┌─ WORKING DATA

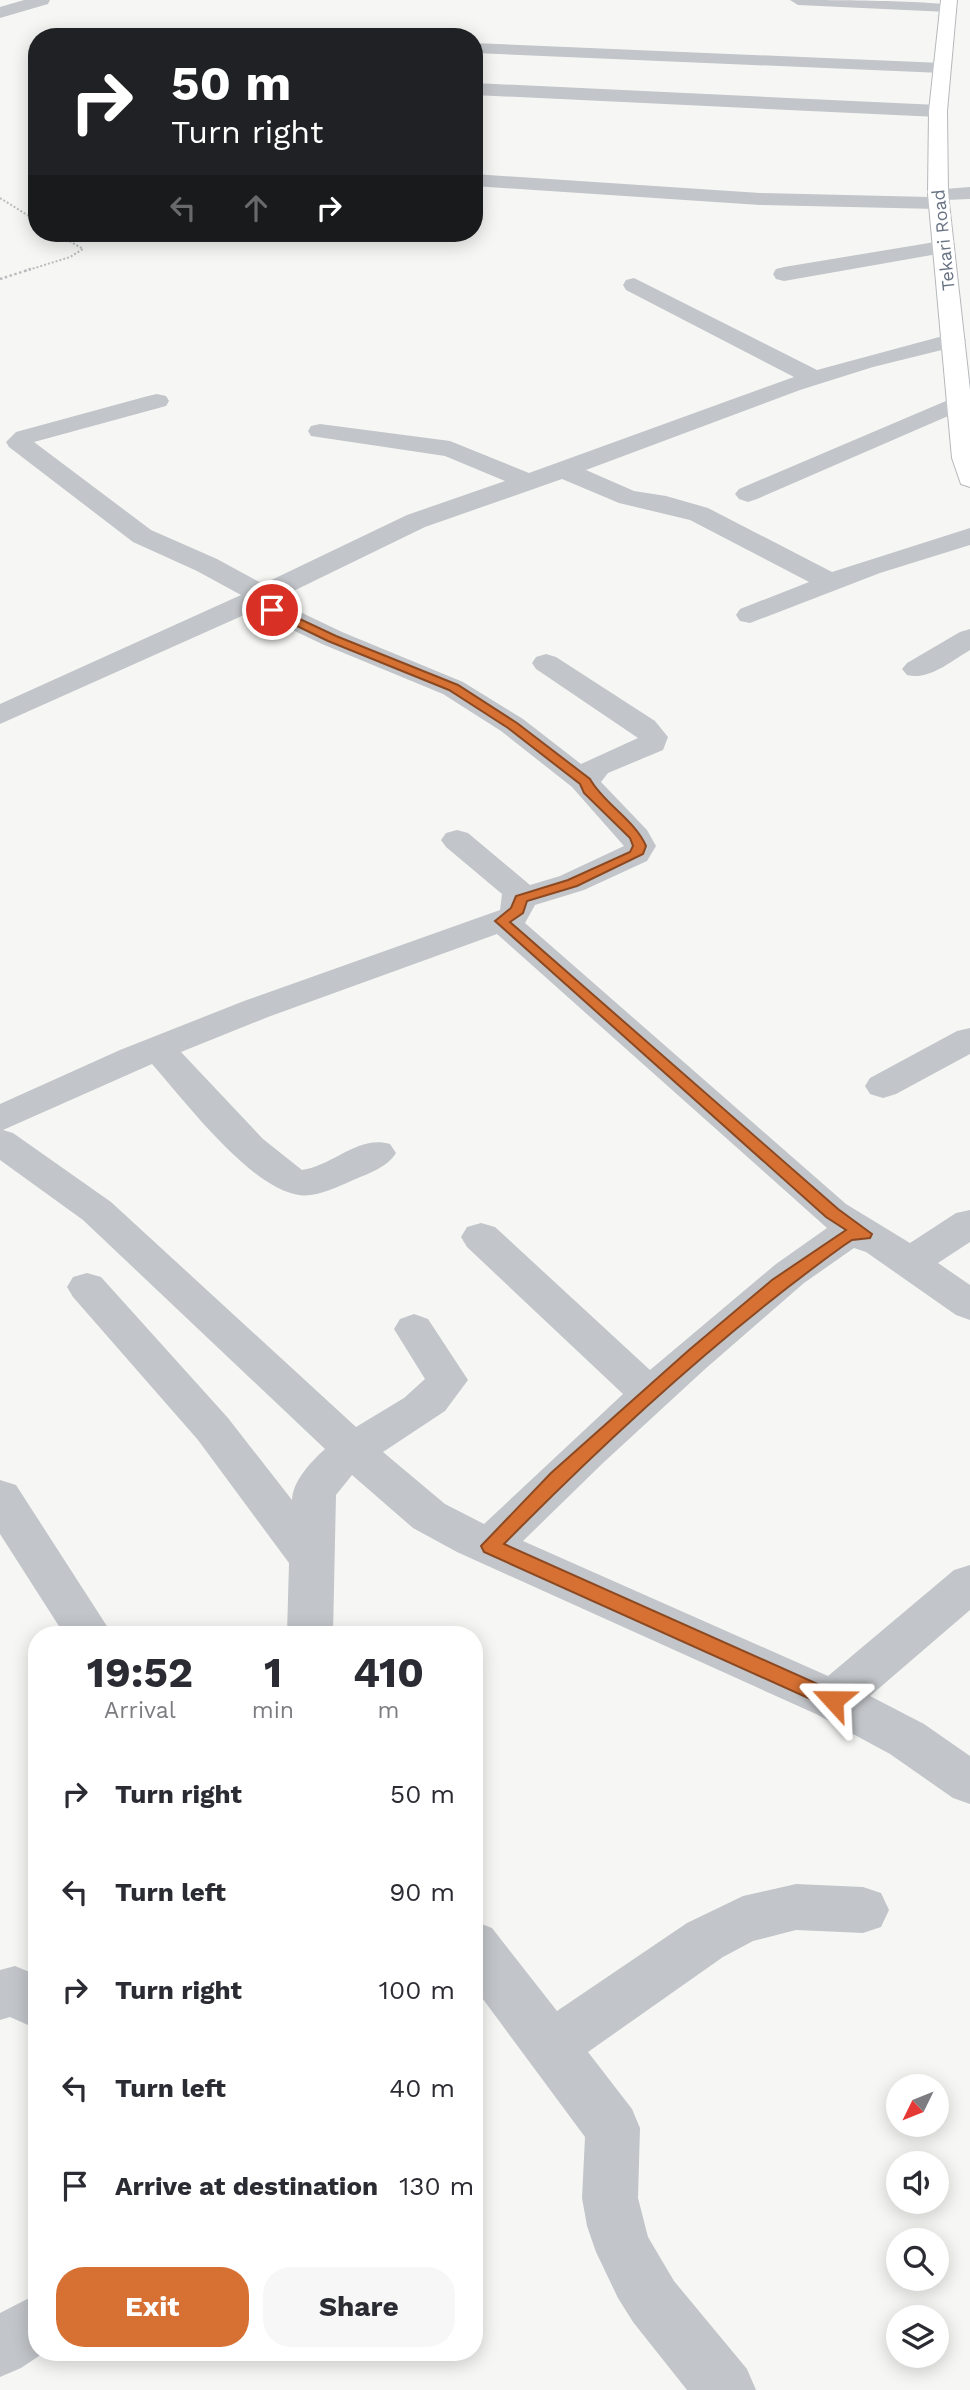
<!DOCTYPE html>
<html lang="en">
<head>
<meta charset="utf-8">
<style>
  :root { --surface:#fff; --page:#f7f7f7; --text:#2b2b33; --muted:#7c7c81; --accent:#d77133 }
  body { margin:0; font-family:"Work Sans",sans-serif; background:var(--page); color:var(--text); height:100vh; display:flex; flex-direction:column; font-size:26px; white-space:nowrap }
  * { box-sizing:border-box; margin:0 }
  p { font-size:23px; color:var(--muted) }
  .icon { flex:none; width:38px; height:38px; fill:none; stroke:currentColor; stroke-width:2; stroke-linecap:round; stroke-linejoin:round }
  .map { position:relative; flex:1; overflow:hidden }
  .sheet { position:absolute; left:28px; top:1626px; width:455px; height:735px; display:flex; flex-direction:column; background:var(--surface); border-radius:28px; box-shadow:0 4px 18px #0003 }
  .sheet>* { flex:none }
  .hud { position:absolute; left:28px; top:28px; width:455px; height:214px; border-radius:28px; box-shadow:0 4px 18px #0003; background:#202124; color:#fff; overflow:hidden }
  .needle { width:46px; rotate:227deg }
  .fabs { position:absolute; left:886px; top:2074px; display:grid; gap:14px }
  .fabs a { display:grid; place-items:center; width:63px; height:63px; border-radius:50%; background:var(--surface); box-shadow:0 4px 18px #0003; font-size:35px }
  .pin { position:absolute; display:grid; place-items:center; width:60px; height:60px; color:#fff; margin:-30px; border:4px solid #fff; border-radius:50%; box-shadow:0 2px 7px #0007 }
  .me { position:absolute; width:77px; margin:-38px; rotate:294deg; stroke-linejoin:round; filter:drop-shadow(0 0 5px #0008) }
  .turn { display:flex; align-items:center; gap:24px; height:147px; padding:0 28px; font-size:32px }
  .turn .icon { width:91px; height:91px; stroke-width:2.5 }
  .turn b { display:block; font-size:49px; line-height:60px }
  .lanes { display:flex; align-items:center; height:66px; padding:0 28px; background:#0003; justify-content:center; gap:35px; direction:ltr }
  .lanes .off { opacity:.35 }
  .eta { display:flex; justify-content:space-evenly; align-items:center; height:119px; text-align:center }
  .eta b { font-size:42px; font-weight:700; line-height:49px }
  .primary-button { display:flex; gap:14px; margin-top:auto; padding:14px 28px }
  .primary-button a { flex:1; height:80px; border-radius:28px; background:var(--accent); color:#fff; font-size:28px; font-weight:700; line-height:80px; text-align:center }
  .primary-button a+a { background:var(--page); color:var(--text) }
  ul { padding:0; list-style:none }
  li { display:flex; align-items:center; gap:21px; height:98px; padding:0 28px }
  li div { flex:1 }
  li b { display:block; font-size:26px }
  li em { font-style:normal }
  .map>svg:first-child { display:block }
</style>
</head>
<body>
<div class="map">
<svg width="970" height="2390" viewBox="0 0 970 2390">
  <rect width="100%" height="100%" fill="#f6f7f4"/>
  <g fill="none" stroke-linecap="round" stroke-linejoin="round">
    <!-- highway casing -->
    <g stroke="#b5b8bb" stroke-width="2">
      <path id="highway" d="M941 0H957L947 111 948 194 970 390V487L961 484 952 458 928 194 929 111Z"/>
    </g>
    <!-- path-far1 -->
    <path stroke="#babcbf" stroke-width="2" stroke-dasharray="2 2" stroke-linecap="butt" d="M0 198 37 221
      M25 271 70 257 83 249 56 233"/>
    <!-- path -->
    <path stroke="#babcbf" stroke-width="2.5" stroke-dasharray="2.5 2.5" stroke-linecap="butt" d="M0 279 31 269"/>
    <!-- minor -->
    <path fill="#c2c5c9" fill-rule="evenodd" d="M24 0H50L48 4 0 18V7Z
      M790 0C814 0 946 0 957 7L948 12 798 5Z
      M474 43 942 63 951 68 942 73 474 53Z
      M474 83 938 105 947 111 938 117 474 95Z
      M474 174 760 193 930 197 928 194 931 190 970 187V199L946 200 948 203 945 207 938 209 760 205 474 186Z
      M941 241 949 242 952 247 949 252 784 281 776 279 773 274 776 269 784 267Z
      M634 278 817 370 954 333 962 335 966 340 962 345 873 367 800 390 586 470 634 491 666 496 708 508 832 572 970 528V545L880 573 750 623 740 621 736 615 740 609 809 582 690 520 619 503 562 479 425 527 275 600 342 632 463 682 523 719 581 764 638 738 536 669 532 663 536 657 546 654 556 657 655 721 668 737 663 750 608 773 601 782 647 830 656 846 647 861 584 890 535 905 525 923 846 1204 910 1243 956 1213 970 1210V1242L938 1263 970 1285V1320L956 1315 866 1252 854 1248 804 1283 704 1370 603 1463 523 1541 828 1676 954 1570 970 1565V1610L870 1696 924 1724 970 1756V1804L953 1798 890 1754 816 1714 457 1552 413 1528 352 1475 336 1495 333 1634H287L289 1563 198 1440 73 1297 67 1287 73 1277 87 1273 101 1277 228 1418 292 1500C293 1480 311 1462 325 1449L83 1220 0 1160V1104L120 1050 244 1001 500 910 502 894 446 847 441 840 446 833 457 830 468 833 530 885 560 876 624 846 572 787 501 731 443 694 322 644 253 611 0 724V704L241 595 197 571 133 542 9 447 6 442 16 432 148 396 157 394 166 396 169 401 166 406 34 442 151 530 217 559 263 584 407 515 505 481 445 456 311 436 308 431 311 426 320 424 450 441 529 473 794 377 626 290 623 285 626 280ZM497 934 827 1228 776 1264 650 1370 495 1227 481 1223 467 1227 461 1237 467 1247 623 1394 484 1524 445 1504 383 1452 445 1411 468 1380 428 1319 414 1314 400 1319 394 1329 425 1379 404 1398 356 1427 111 1202 13 1133 3 1130 152 1064C184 1100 251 1189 299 1195 315 1198 337 1187 351 1181 367 1174 387 1168 396 1153L390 1144C358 1135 333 1166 302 1170L263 1139 181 1052 268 1017Z
      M960 395 969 397V407L757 499 748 502 739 499 735 494 739 489Z
      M970 629V650C951 661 929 681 907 675L902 669 907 663 960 632Z
      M970 1028V1054L896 1094 883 1098 870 1094 865 1086 870 1078 957 1031Z
      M0 1480 16 1485 112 1634H64L0 1534Z
      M796 1884 863 1887 881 1893 889 1910 881 1927 863 1933 796 1930 753 1941 723 1957 588 2052 632 2109 640 2128 638 2198 648 2237 674 2281 747 2369 756 2390H687L633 2322 618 2298 596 2252 587 2226 582 2198 585 2137 474 1987V1921L492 1928 557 2011 687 1923 743 1896Z
      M15 1966 37 1975V2029L10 2017 0 2020V1970Z
      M37 2294V2352H45L21 2368 0 2377V2313Z"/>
    <!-- highway -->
    <use href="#highway" fill="#fff" fill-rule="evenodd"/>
  </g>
  <!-- route -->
  <path fill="#d77133" stroke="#8c4921" stroke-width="2" d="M272 606 336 636 458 685 517 723 590 779C604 804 634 819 646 846L643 854 577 886 527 901 523 913 510 922 838 1209 872 1234 870 1238 852 1240 843 1246C721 1334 609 1437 504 1544L840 1694 843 1700 840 1706 833 1708 826 1706 484 1552 481 1546 551 1473 689 1350 772 1280 846 1230 826 1217 495 921 511 908 516 896 568 880 630 852 633 846 630 838 584 793 580 784 508 728 449 690 328 641 268 612V607Z"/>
  <g text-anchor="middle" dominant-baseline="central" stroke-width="7" stroke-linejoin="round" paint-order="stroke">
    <!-- far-street labels -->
    <g font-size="18" fill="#687383" stroke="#fff">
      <text transform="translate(943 240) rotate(-96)">Tekari Road</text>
    </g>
  </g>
</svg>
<div class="fabs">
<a><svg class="needle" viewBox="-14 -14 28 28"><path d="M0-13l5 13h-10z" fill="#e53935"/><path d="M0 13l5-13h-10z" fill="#7c7c81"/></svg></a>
<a><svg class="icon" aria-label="sound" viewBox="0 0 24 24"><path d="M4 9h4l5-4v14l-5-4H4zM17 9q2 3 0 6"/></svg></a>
<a><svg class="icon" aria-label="search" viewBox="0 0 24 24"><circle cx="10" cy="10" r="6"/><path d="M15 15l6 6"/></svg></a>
<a><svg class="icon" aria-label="layers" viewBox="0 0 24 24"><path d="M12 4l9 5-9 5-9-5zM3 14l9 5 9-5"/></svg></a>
</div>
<div class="pin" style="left:272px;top:610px;background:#d93025"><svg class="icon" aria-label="arrive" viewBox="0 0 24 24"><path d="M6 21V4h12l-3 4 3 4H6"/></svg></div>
<svg class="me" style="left:833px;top:1700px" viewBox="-20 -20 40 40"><path d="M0-17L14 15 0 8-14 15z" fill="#d77133" stroke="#fff" stroke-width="4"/></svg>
<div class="hud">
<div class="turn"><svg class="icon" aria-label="right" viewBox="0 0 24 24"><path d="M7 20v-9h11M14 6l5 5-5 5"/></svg><div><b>50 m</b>Turn right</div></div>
<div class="lanes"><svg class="icon off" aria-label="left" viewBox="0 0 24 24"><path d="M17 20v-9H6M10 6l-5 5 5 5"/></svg><svg class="icon off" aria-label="ahead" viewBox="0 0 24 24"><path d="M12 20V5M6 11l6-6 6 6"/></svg><svg class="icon" aria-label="right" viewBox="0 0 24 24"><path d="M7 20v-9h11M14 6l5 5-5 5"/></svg></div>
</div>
<section class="sheet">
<div class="eta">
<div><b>19:52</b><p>Arrival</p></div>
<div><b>1</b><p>min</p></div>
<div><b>410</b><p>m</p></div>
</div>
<ul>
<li><svg class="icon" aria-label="right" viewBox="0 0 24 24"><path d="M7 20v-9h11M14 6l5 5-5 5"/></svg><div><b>Turn right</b></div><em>50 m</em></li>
<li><svg class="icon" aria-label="left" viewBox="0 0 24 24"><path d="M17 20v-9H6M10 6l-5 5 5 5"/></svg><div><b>Turn left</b></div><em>90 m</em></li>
<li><svg class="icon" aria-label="right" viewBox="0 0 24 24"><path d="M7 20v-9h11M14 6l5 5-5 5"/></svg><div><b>Turn right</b></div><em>100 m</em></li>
<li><svg class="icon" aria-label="left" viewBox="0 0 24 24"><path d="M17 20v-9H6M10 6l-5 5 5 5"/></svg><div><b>Turn left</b></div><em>40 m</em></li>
<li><svg class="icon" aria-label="arrive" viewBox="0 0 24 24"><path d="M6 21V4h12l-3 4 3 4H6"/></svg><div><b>Arrive at destination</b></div><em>130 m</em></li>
</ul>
<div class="primary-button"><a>Exit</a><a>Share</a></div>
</section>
</div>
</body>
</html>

└─

WHAT IS EXPECTED:
Only the number is wanted: how many lines of the material contain the word "body"?

ANSWER TO THE PROBLEM:
3